Universidade de Glasgow lança curso sobre filosofia baseado em Os Simpsons

Por , em 21.11.2016

Não é à toa que Os Simpsons já está na 28ª temporada e já conquistou inúmeros prêmios, como 31 Emmys.

Apesar de ter como protagonista um personagem que é visto como ignorante, a série de TV conta com uma equipe de roteiristas para lá de inteligentes que fazem referências a atualidades e a conhecimentos de todas as áreas, da filosofia à matemática e física. Por isso, o material pode ser uma ótima fonte de estudos, com a vantagem de atrair o interesse de estudantes jovens.

A Universidade de Glasgow acaba de lançar um curso de filosofia de um dia que tem a série como tema. O curso tem título “D’oh! Os Simpsons fazem uma introdução à filosofia” e acontece no dia 14 de janeiro de 2017, na instituição.

A descrição da atividade é a seguinte: “Os Simpsons é um dos maiores artefatos culturais do mundo, parcialmente porque é cheio de filosofia. As ideias de Aristóteles, Kant, Marx, Camus e outros grandes pensadores são representadas no que é discutivelmente uma das mais puras formas filosóficas – o desenho animado. Este curso de um dia vai explorar as ideias mais inspiradoras da filosofia como são apresentadas pelo monumento de Matt Groening aos absurdos da existência humana. Venha para um dia de aprendizado e explore algumas das ideias da filosofia mais inspiradoras apresentadas em Os Simpsons”.

Matt Goening afirmou em uma entrevista de 1991 que quando estava começando sua carreira, ele “estudava filosofia e desenhava, então tinha que ser um cartoonista”.

Você quer exemplos concretos da presença de conceitos filosóficos na série de TV? A revista britânica New Statesman selecionou alguns exemplos:

Homer: “Crianças, vocês tentaram o seu melhor e vocês falharam miseravelmente. A lição é ‘nunca tente’”.
Sartre: “Todas as ações humanas são equivalentes e todas são no princípio condenadas a falhar”

Homer: “São necessárias duas pessoas para mentir: uma para mentir e outra para ouvir”.
Nietzche: “O homem se permite ser enganado […] o homem não foge de ser enganado tanto quando de ser atingido pela decepção”.

O responsável pelo curso é o professor Dr. John Donaldson. “O curso usa Os Simpsons como veículo de introdução das pessoas às ideias filosóficas. Nós olhamos para Homer e perguntamos se ele é uma pessoa virtuosa. Fazemos isso depois de discutir a filosofia moral”, explica ele.

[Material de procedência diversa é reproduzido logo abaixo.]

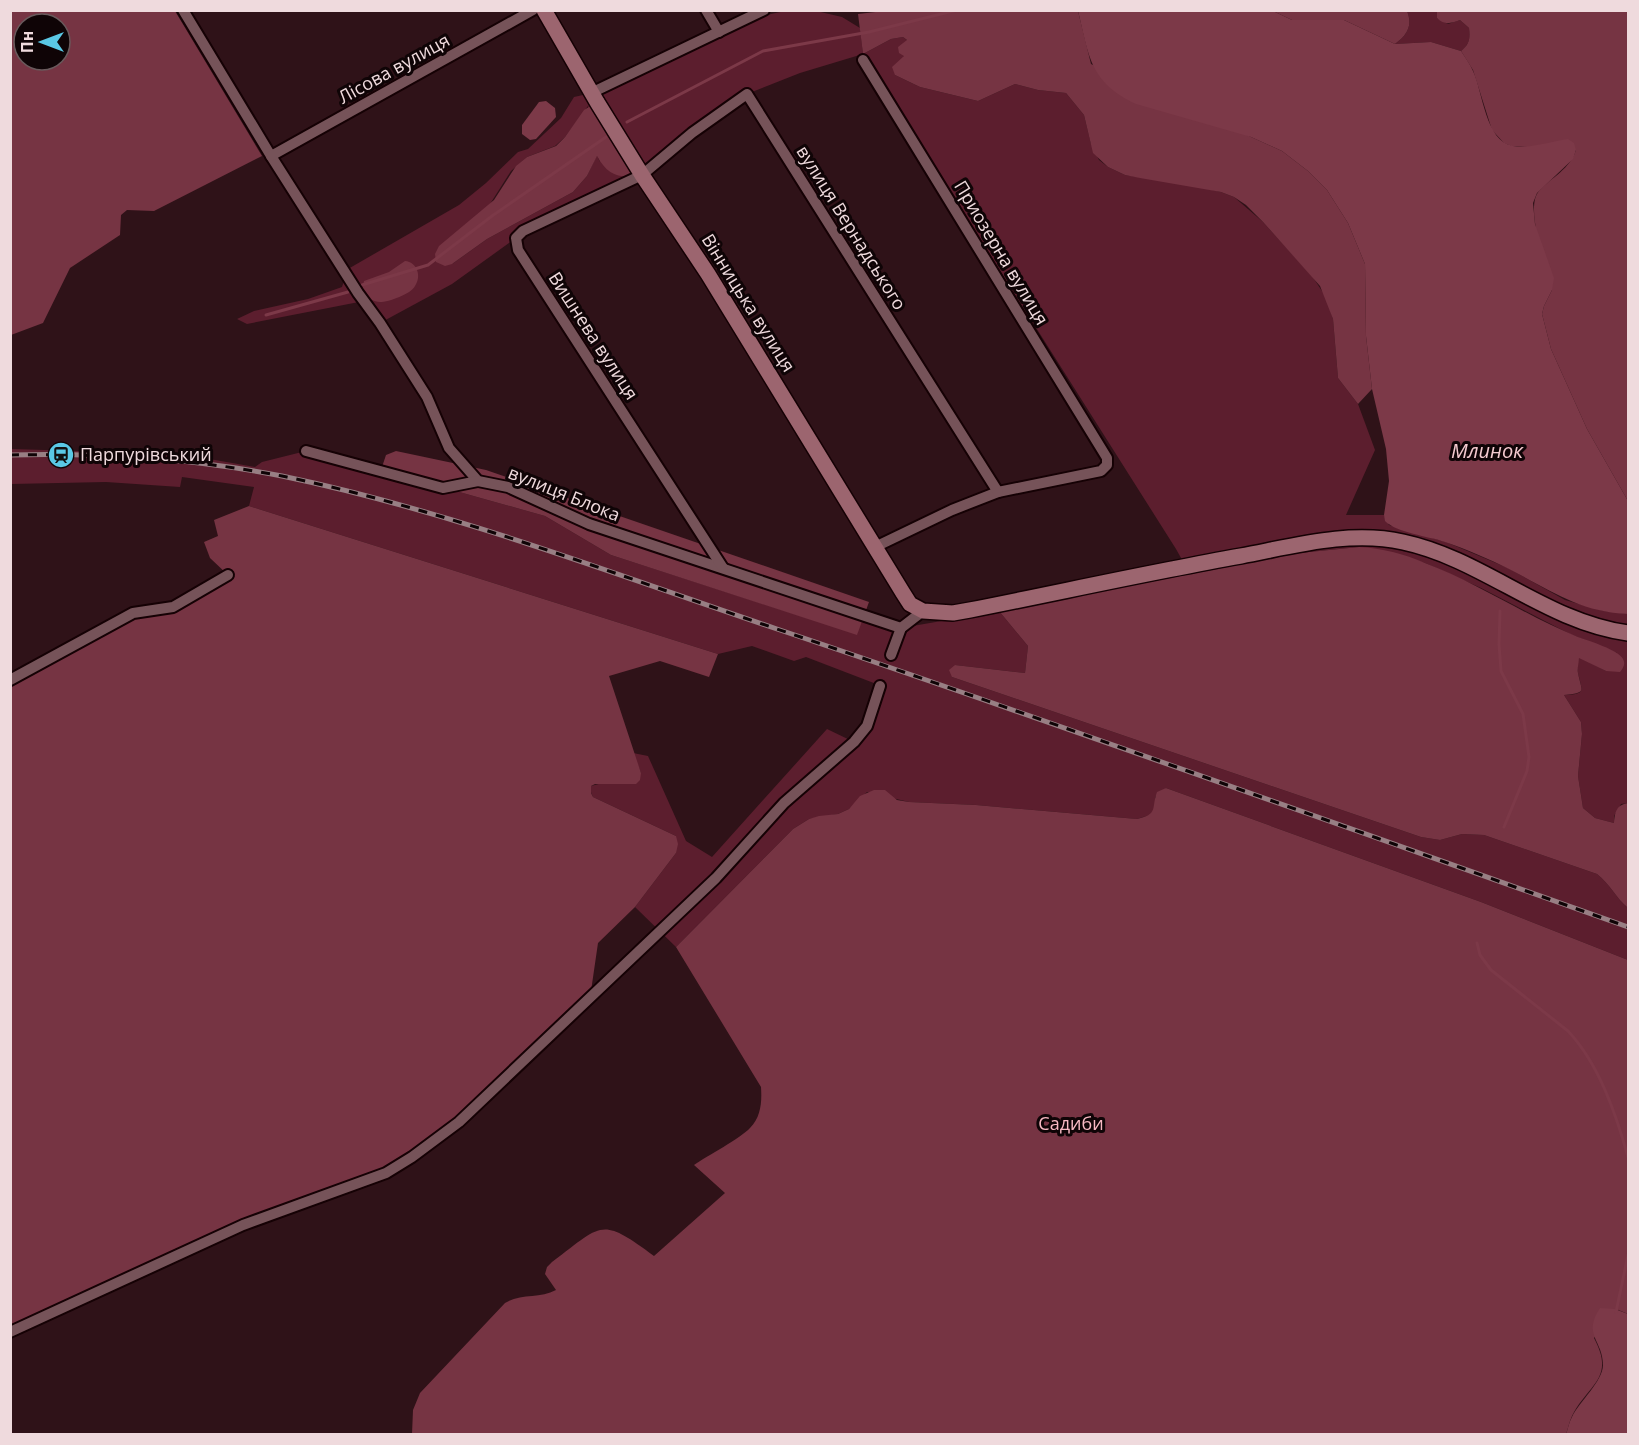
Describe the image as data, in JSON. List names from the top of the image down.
{
  "streets": {
    "street": [
      "Лісова вулиця",
      "вулиця Вернадського",
      "Приозерна вулиця",
      "Вінницька вулиця",
      "Вишнева вулиця",
      "вулиця Блока"
    ]
  },
  "crossings": [
    ["вулиця Вернадського", "Приозерна вулиця"],
    ["вулиця Вернадського", "Вінницька вулиця"],
    ["вулиця Вернадського", "Вишнева вулиця"],
    ["Вінницька вулиця", "Вишнева вулиця"],
    ["Вишнева вулиця", "вулиця Блока"]
  ],
  "water": ["Млинок"],
  "parks": ["Садиби"],
  "places": {
    "station": ["Парпурівський"]
  },
  "north": "left"
}
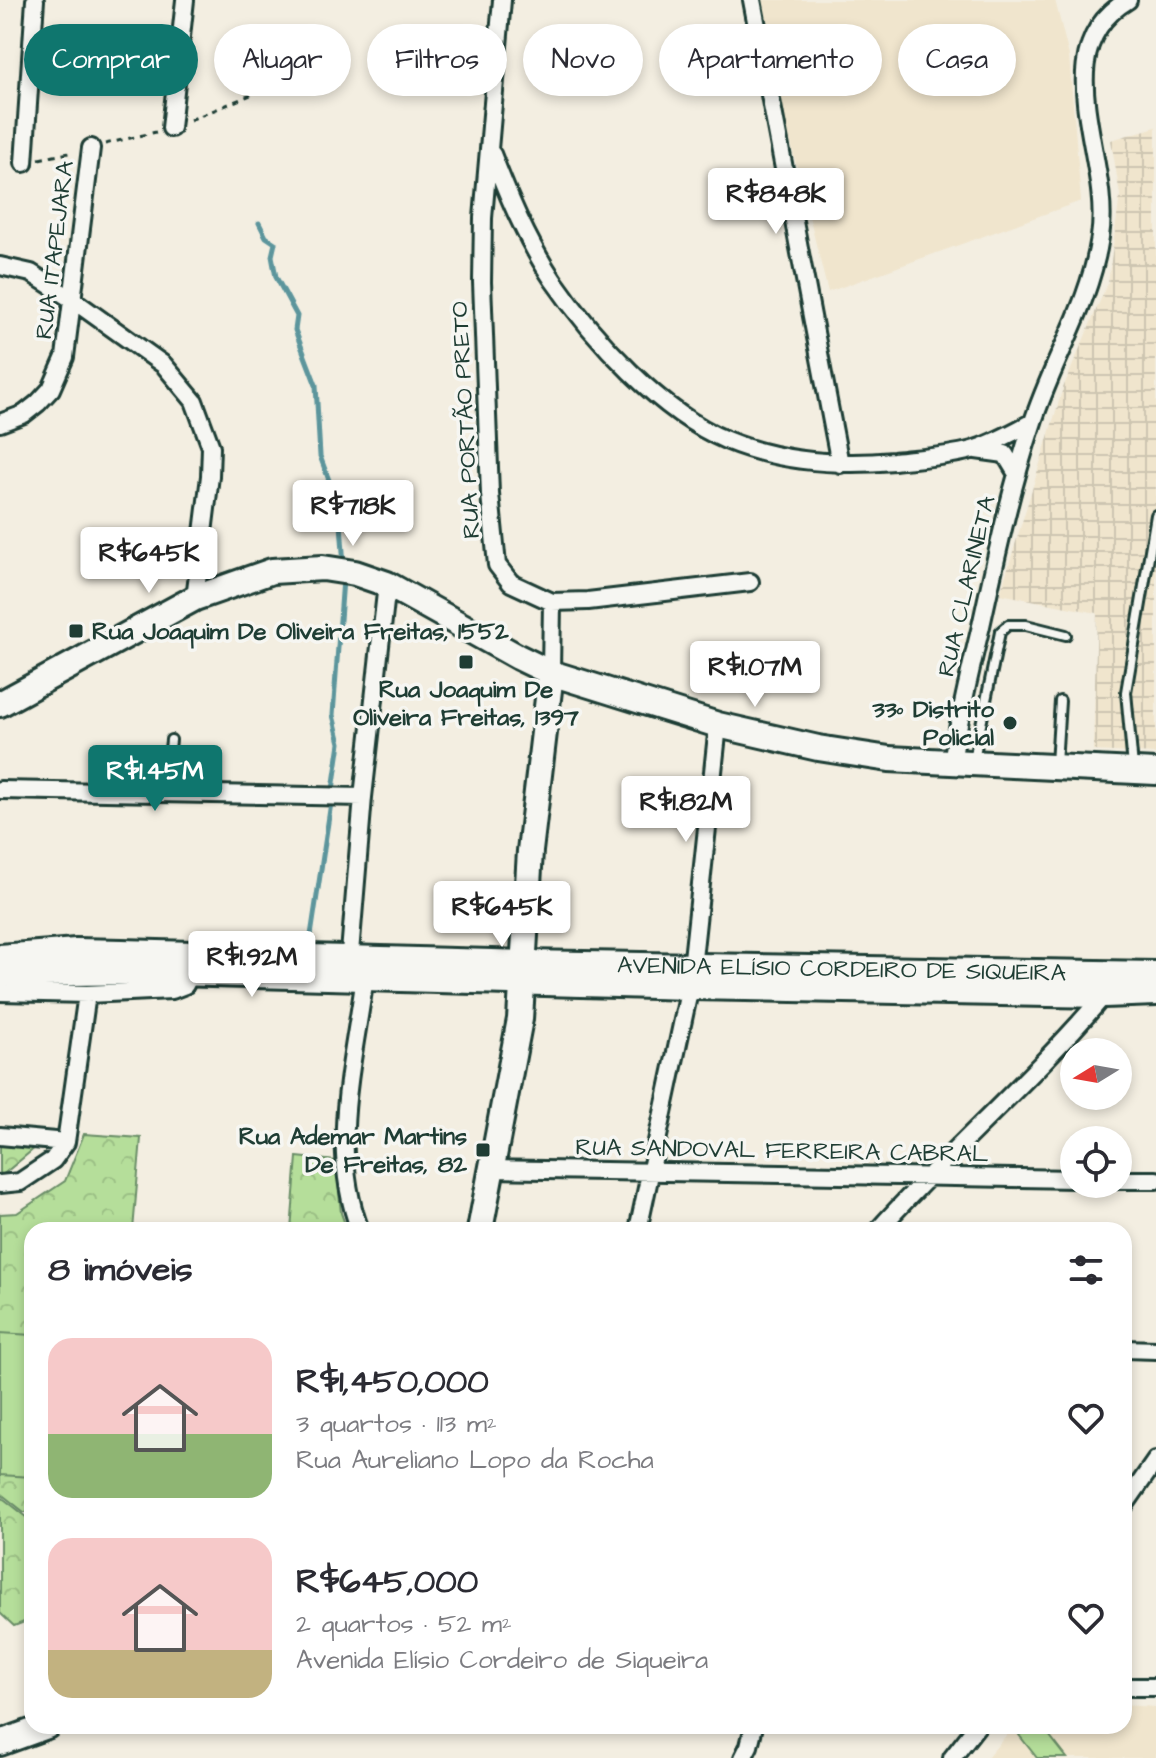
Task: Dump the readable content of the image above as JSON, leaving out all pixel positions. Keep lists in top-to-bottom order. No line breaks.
{"streets":{"street":["RUA ITAPEJARA","RUA PORTÃO PRETO","RUA CLARINETA","AVENIDA ELÍSIO CORDEIRO DE SIQUEIRA","RUA SANDOVAL FERREIRA CABRAL"]},"places":{"transit":["Rua Joaquim De Oliveira Freitas, 1552","Rua Joaquim De Oliveira Freitas, 1397","Rua Ademar Martins De Freitas, 82"],"other":["33º Distrito Policial"]},"north":"left","page":{"chip":["Comprar","Alugar","Filtros","Novo","Apartamento","Casa"],"price":["R$848K","R$718K","R$645K","R$1.07M","R$1.45M","R$1.82M","R$645K","R$1.92M"],"heading":"8 imóveis","list":[{"name":"R$1,450,000","note":"3 quartos · 113 m² · Rua Aureliano Lopo da Rocha"},{"name":"R$645,000","note":"2 quartos · 52 m² · Avenida Elísio Cordeiro de Siqueira"}]}}
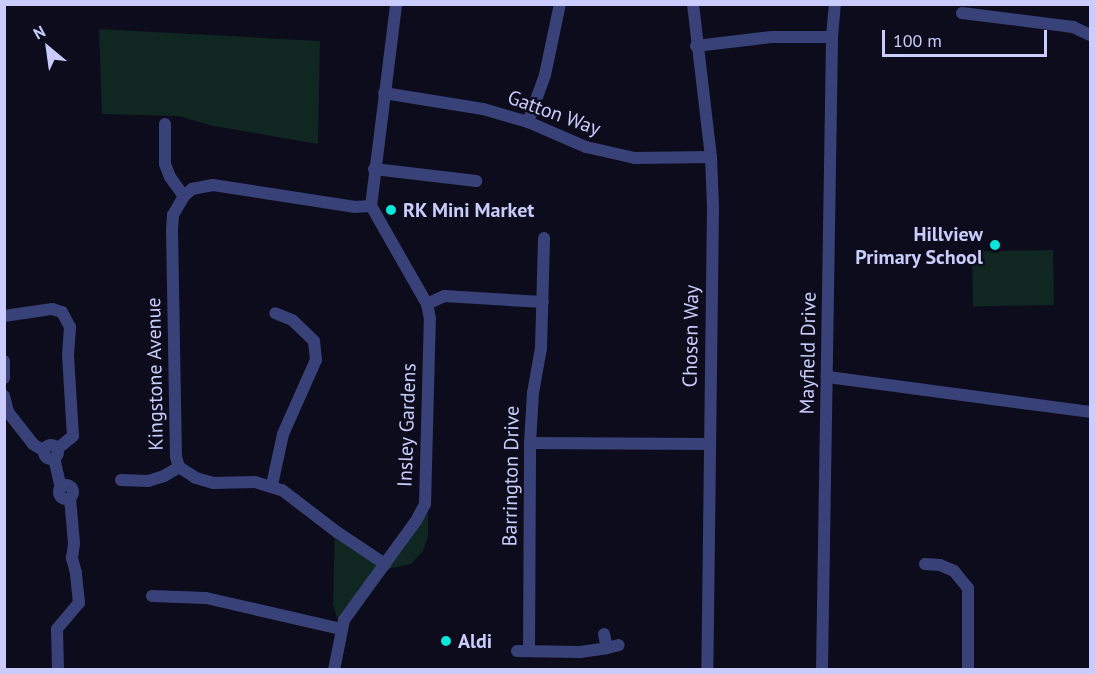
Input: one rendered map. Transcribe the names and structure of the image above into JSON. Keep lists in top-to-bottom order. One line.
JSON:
{"streets":{"street":["Gatton Way","Chosen Way","Mayfield Drive","Kingstone Avenue","Insley Gardens","Barrington Drive"]},"crossings":[["Gatton Way","Chosen Way"],["Kingstone Avenue","Insley Gardens"]],"places":["RK Mini Market","Hillview Primary School","Aldi"],"scale_bar":"100 m","north":"top left"}
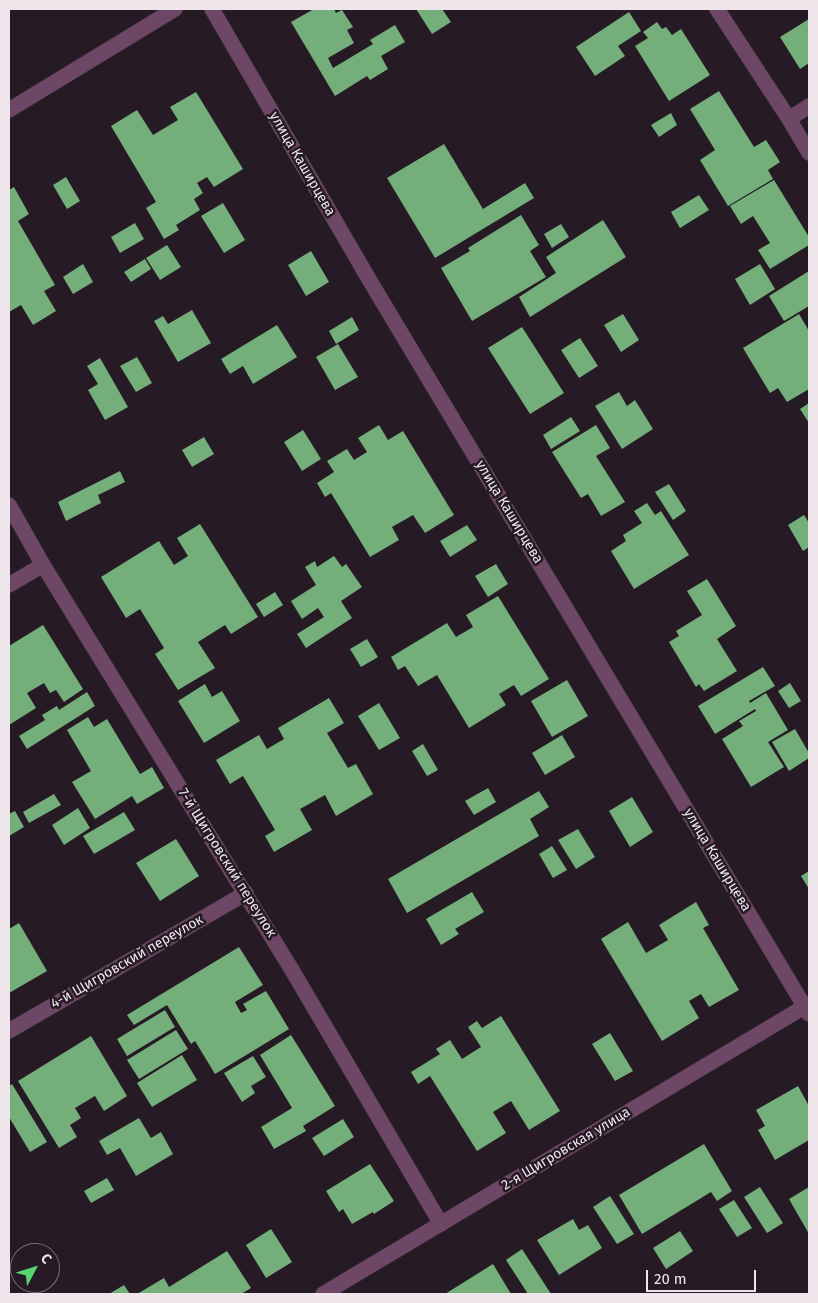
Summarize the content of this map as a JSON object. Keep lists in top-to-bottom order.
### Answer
{
  "streets": {
    "street": [
      "улица Каширцева",
      "7-й Щигровский переулок",
      "4-й Щигровский переулок",
      "2-я Щигровская улица"
    ]
  },
  "crossings": [
    ["улица Каширцева", "2-я Щигровская улица"],
    ["7-й Щигровский переулок", "4-й Щигровский переулок"],
    ["7-й Щигровский переулок", "2-я Щигровская улица"]
  ],
  "scale_bar": "20 m",
  "north": "top right"
}
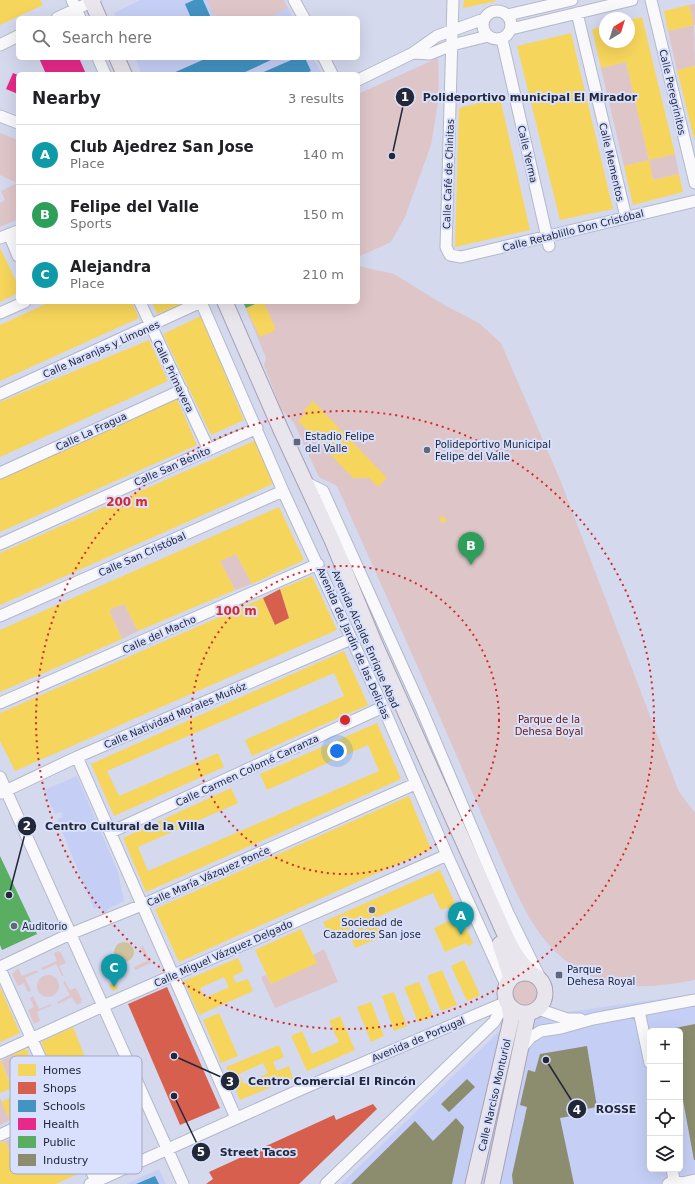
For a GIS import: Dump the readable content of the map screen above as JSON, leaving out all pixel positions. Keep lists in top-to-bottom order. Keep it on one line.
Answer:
{"streets":{"main road":["Avenida Alcalde Enrique Abad","Calle Narciso Monturiol"],"street":["Calle Peregrinitos","Calle Yerma","Calle Mementos","Calle Café de Chinitas","Calle Retablillo Don Cristóbal","Calle Naranjas y Limones","Calle Primavera","Calle La Fragua","Calle San Benito","Calle San Cristóbal","Calle del Macho","Avenida del Jardín de las Delicias","Calle Natividad Morales Muñóz","Calle Carmen Colomé Carranza","Calle María Vázquez Ponce","Calle Miguel Vázquez Delgado","Avenida de Portugal"]},"crossings":[["Calle Yerma","Calle Retablillo Don Cristóbal"],["Calle Mementos","Calle Retablillo Don Cristóbal"],["Calle Café de Chinitas","Calle Retablillo Don Cristóbal"],["Calle Naranjas y Limones","Calle Primavera"],["Calle Primavera","Calle La Fragua"],["Calle Primavera","Calle San Benito"],["Calle San Benito","Avenida del Jardín de las Delicias"],["Calle San Cristóbal","Avenida del Jardín de las Delicias"],["Calle del Macho","Avenida del Jardín de las Delicias"],["Avenida Alcalde Enrique Abad","Avenida del Jardín de las Delicias"],["Avenida Alcalde Enrique Abad","Avenida de Portugal"],["Avenida Alcalde Enrique Abad","Calle Narciso Monturiol"],["Avenida del Jardín de las Delicias","Calle Natividad Morales Muñóz"],["Avenida del Jardín de las Delicias","Calle Carmen Colomé Carranza"],["Avenida del Jardín de las Delicias","Calle María Vázquez Ponce"],["Avenida del Jardín de las Delicias","Calle Miguel Vázquez Delgado"],["Avenida del Jardín de las Delicias","Avenida de Portugal"],["Avenida del Jardín de las Delicias","Calle Narciso Monturiol"],["Avenida de Portugal","Calle Narciso Monturiol"]],"parks":["Parque de la Dehesa Boyal"],"places":{"other":["Polideportivo municipal El Mirador","Polideportivo Municipal Felipe del Valle","Centro Cultural de la Villa","Sociedad de Cazadores San jose","Auditorio","Centro Comercial El Rincón","ROSSE","Street Tacos"],"transit":["Estadio Felipe del Valle","Parque Dehesa Royal"]},"legend":["Homes","Shops","Schools","Health","Public","Industry"],"north":"top right","page":{"search":"Search here","heading":["Nearby","3 results"],"list":[{"mark":"A","name":"Club Ajedrez San Jose","note":"Place","value":"140 m"},{"mark":"B","name":"Felipe del Valle","note":"Sports","value":"150 m"},{"mark":"C","name":"Alejandra","note":"Place","value":"210 m"}],"pins":["B","A","C"],"map_buttons":["+","−"]},"rings":["200 m","100 m"]}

“Também há uma parte do curso em que olhamos para Ned Flanders. Ele é obviamente uma pessoa muito religiosa. Ned acha que ele deveria fazer as coisas porque Deus quer que ele faça. Usamos isso para olhar para a teoria de comando moral”, diz o professor de filosofia.

Alguns episódios utilizados no curso são A verdade sempre triunfa, da temporada 3, e Bart, o Gênio, da temporada 1. O primeiro terá como tema a filosofia política e o segundo o livre arbítrio.

O professor adianta que não há mais vagas para o curso, mas que pretende realizar outras edições no mês de janeiro. Ele também pretende criar outros cursos com base em outras séries famosas, como Game of Thrones e Westworld.

Os Simpsons e religião

A série já foi usada em um trabalho sobre filosofia anterior. Em 2006, o filósofo britânico Julian Baggini escreveu um ensaio analisando algumas falas de Homer sobre instituições religiosas, como: “Qual é a de ir para um prédio todo domingo, quero dizer, Deus não está em todos os lugares?”, “Você não acha que o Todo Poderoso tem coisas melhores para se preocupar do que onde um homenzinho passa uma hora de sua semana?”, e “E se escolhemos a religião errada? Toda a semana estamos apenas deixando Deus mais e mais furioso?”.

Baggini descreveu o programa como o produto cultural mais filosófico de nosso tempo, chamando Matt Goening de “verdadeiro herói de Platão, Aristóteles e Kant”. [Big Think, Greenock Telegraph]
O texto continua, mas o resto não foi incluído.